Gloeckner earned a master of arts degree in medical
illustration from the University of Texas Southwestern
Medical Center at Dallas in 1988. She has done freelance
illustration for numerous clients, including the American
Academy of Ophthalmology, the University of California, San
Francisco, and Parenting magazine.
In addition to the screenplay of "The Diary of a Teenage Girl," Gloeckner is currently working with actress and editor Mia Kirshner on a book titled "I Live Here," an examination of the unsolved murders of hundreds of young women along the Texas-Mexico border over the past 11 years. Gloeckner lives in Ann Arbor, Mich., where she is an assistant professor in the School of Art and Design at the University of Michigan.

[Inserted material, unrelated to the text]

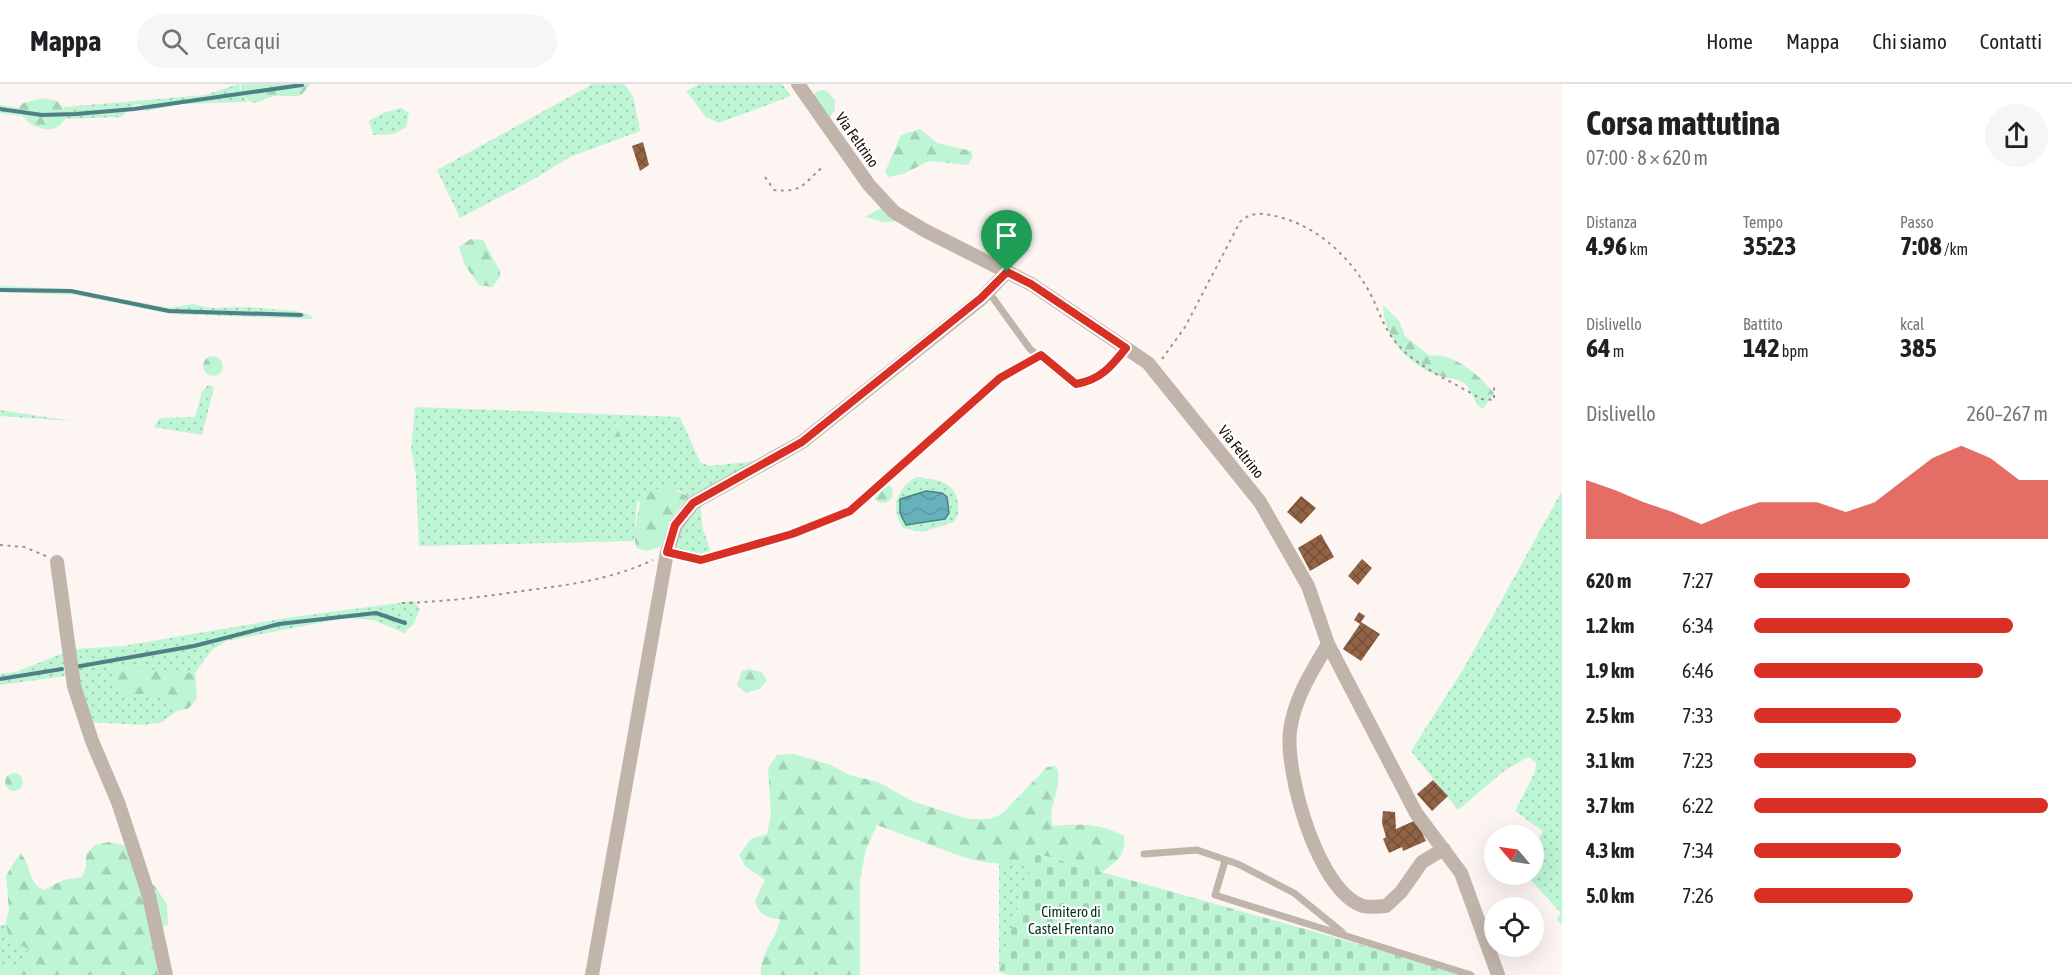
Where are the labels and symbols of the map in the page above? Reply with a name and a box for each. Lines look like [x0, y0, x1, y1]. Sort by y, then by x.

More information about her life and work can be found on her Web site, www.ravenblond.com/. To download digital images of selected works, visit www.jhu.edu/~artwork/student96.html. This is the fourth annual Spring Visiting Artist's Lecture at Mattin Center, sponsored by the Homewood Art Workshops and Homewood Arts Programs. Admission is free and open to the public. For information, call 410-516-6705 or e-mail chankin@jhu.edu.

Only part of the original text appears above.